Evaluate limit 2x-10/sqrt(x)-sqrt(5) as x -> 5

[Jade]

lim x goes to 5

2x-10/sqrt(x)-sqrt(5)

When you plug in 5 it becomes an indeterminate case 0/0

So then you must multiply by the conjugate sqrt(x)+sqrt(5)

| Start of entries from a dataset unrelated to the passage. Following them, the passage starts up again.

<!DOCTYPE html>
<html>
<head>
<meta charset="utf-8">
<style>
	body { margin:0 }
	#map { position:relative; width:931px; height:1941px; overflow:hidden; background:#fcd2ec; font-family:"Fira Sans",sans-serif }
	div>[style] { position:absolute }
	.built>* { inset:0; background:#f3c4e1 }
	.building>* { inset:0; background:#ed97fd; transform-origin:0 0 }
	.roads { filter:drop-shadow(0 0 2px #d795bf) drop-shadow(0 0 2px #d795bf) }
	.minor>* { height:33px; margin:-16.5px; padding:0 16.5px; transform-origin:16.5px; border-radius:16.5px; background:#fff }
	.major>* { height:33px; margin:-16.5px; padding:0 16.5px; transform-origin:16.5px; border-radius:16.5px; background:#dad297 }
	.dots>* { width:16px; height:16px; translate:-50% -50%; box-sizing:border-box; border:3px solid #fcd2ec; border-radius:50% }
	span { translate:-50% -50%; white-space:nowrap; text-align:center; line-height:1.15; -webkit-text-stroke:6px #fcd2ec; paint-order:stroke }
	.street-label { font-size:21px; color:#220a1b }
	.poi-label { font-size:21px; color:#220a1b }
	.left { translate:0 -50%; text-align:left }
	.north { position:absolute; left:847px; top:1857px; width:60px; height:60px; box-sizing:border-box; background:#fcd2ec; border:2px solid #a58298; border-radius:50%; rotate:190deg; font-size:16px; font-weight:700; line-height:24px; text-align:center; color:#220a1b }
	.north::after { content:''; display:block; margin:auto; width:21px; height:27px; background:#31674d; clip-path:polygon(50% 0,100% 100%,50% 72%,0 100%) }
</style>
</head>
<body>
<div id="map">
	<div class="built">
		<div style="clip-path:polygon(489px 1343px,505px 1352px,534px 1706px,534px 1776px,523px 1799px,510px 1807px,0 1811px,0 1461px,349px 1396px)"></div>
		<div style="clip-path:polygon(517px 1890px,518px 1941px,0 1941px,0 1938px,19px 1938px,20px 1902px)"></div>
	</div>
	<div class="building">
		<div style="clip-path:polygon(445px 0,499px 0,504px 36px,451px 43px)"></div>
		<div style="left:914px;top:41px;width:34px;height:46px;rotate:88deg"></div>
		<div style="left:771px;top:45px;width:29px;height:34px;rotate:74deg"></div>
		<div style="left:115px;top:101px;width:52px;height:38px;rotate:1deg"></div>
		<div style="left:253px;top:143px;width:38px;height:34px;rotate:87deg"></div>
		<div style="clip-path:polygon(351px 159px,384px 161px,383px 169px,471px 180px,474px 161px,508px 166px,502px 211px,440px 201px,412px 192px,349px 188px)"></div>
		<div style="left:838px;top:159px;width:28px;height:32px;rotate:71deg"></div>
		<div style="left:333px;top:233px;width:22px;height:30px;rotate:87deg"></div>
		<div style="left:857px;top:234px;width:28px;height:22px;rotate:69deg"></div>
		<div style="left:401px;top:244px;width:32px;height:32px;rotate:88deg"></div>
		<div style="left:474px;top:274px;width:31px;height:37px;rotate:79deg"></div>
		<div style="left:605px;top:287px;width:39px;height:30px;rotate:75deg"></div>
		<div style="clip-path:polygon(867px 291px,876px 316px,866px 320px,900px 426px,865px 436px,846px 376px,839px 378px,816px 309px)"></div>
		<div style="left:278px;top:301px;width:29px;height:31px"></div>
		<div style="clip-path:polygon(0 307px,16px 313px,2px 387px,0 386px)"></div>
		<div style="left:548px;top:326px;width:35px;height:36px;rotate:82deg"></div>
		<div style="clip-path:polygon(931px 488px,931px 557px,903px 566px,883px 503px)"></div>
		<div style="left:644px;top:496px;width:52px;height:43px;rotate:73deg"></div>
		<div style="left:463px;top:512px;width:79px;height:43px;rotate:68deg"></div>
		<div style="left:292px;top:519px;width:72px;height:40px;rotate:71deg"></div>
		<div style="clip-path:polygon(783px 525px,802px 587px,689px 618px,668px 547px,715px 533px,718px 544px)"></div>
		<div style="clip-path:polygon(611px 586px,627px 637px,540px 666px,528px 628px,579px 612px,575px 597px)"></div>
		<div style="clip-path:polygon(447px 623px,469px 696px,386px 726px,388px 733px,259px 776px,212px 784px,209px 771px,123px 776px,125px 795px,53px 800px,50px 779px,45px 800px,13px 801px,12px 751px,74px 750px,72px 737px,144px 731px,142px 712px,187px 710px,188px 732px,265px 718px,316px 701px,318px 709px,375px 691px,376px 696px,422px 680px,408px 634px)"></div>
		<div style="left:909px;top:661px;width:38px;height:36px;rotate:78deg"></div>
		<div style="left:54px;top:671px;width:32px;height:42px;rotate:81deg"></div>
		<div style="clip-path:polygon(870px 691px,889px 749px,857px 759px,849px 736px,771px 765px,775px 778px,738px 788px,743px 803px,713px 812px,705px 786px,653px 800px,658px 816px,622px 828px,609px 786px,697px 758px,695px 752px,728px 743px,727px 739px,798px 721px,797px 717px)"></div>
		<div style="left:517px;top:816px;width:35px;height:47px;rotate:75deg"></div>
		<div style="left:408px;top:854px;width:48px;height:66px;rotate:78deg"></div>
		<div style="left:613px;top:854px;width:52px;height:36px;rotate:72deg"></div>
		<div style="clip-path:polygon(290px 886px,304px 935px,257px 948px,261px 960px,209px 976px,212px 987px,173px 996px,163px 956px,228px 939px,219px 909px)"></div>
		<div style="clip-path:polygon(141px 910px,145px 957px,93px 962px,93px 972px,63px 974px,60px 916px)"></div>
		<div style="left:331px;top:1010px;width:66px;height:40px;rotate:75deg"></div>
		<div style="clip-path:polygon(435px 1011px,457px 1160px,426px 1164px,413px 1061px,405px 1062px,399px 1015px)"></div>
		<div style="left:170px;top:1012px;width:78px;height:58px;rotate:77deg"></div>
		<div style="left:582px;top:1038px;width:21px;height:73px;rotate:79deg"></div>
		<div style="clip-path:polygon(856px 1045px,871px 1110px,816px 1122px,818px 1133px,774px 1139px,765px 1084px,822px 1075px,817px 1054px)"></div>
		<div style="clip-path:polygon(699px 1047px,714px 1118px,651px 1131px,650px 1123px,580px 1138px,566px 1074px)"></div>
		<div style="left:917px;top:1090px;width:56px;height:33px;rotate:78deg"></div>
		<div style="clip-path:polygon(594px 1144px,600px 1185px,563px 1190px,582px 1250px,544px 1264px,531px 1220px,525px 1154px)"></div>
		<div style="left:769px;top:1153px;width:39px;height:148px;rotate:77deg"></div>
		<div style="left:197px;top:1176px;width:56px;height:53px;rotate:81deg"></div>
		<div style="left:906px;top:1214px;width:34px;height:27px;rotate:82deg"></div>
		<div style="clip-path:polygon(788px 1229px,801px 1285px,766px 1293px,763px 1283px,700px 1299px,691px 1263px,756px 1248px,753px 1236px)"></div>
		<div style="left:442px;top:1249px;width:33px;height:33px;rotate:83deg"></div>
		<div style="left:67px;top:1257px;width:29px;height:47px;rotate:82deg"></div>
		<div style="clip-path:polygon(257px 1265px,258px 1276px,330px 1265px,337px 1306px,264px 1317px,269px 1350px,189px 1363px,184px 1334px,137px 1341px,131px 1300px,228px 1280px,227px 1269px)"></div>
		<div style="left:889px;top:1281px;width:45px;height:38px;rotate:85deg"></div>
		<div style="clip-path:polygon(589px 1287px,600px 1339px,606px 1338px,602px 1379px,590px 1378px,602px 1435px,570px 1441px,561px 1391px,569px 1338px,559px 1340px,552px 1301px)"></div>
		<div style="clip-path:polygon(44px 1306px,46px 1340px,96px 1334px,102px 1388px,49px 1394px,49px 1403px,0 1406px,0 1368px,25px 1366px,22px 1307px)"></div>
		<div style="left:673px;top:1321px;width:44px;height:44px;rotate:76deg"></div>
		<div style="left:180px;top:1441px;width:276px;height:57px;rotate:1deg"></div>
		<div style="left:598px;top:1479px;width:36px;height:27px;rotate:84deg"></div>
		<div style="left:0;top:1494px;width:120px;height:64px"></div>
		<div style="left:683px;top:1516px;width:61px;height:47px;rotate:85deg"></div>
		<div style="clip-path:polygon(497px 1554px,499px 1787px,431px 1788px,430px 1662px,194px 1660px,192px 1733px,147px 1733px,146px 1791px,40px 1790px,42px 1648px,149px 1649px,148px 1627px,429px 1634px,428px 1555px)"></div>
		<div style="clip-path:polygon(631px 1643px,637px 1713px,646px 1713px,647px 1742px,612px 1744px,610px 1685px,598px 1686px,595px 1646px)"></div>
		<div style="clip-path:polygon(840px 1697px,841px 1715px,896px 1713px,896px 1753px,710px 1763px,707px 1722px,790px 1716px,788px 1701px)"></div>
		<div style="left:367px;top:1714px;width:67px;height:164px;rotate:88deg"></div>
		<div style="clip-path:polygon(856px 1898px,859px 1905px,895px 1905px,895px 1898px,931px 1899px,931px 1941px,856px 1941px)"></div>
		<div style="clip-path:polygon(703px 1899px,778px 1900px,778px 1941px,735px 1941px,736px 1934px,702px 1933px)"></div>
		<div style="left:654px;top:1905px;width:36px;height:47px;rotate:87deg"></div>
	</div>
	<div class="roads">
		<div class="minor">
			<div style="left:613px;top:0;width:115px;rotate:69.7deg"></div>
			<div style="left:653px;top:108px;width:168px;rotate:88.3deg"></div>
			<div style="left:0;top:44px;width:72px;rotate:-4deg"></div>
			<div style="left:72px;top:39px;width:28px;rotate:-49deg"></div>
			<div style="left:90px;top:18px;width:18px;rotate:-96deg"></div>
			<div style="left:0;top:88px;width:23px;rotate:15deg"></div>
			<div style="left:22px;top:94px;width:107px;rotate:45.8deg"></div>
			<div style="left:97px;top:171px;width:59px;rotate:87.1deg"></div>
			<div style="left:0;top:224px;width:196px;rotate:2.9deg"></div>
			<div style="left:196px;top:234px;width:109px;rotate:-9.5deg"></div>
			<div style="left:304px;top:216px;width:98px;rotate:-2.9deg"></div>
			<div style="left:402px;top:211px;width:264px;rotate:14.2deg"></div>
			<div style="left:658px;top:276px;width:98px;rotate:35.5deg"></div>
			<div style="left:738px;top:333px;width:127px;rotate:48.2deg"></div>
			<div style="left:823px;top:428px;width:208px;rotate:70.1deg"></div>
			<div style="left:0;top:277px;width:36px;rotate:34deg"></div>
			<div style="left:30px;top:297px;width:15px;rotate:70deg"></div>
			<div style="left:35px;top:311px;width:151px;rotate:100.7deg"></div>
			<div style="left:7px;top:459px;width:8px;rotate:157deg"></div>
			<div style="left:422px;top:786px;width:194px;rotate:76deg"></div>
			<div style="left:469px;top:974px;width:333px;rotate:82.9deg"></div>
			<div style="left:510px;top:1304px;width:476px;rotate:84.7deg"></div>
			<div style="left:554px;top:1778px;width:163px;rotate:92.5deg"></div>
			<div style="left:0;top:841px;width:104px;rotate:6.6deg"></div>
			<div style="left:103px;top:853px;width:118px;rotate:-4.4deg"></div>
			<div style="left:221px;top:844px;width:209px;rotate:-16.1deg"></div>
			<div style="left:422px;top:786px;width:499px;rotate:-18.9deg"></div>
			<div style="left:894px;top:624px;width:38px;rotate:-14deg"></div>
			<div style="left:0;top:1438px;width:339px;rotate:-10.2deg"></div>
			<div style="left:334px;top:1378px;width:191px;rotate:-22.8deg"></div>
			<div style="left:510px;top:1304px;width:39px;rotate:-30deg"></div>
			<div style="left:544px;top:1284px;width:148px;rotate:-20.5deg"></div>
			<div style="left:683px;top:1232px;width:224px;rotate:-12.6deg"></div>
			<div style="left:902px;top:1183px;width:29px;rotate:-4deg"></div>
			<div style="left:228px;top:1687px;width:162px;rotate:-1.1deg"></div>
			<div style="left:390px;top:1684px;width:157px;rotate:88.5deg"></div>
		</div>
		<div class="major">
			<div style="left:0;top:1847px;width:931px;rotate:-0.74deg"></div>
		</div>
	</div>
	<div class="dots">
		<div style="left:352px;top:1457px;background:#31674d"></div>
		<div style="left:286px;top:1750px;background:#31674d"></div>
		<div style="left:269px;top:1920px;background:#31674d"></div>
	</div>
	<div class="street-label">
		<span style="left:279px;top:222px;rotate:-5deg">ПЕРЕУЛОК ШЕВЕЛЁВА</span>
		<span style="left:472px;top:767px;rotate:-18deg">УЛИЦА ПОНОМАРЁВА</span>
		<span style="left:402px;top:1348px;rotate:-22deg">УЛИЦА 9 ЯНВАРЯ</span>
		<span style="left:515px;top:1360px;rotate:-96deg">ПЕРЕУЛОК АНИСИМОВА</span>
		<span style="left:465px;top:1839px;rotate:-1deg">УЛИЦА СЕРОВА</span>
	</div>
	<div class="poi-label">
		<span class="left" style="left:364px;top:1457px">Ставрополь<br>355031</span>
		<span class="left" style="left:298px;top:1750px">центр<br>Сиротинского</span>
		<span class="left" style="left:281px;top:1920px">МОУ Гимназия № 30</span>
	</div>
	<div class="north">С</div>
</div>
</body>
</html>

I am having trouble multiplying the top

2x-10(sqrt(x)+sqrt(5)/x-5

 

[pka]

2x-10=2(x-5), now divide!

 

[Jade]

Ah - ha!!!!

2(sqrt(x)+sqrt(5))

 

[pka]

The final answer is \(\displaystyle \L
4\sqrt 5 .\)

 

[devan]

Yeah @ pka.. what you do is use l'hopital's rule [if you've hear of it]. That is, you differentiate the numerator and the denominator to get:

[BY L'HOPITAL'S]

lim 2x-10/sqrt[x]-sqrt[5] = lim 2/.5[sqrt[x]] = lim (2x2)sqrt[x] = 4[sqrt[5]]
x->5 x-> 5 x->5

so thats about it[/tex]

 

[skeeter]

Yeah @ pka.. what you do is use l'hopital's rule [if you've hear of it].

I'm quite sure he's heard of it.

Be advised that L'Hopital's rule is not taught or used at this level of introductory calculus.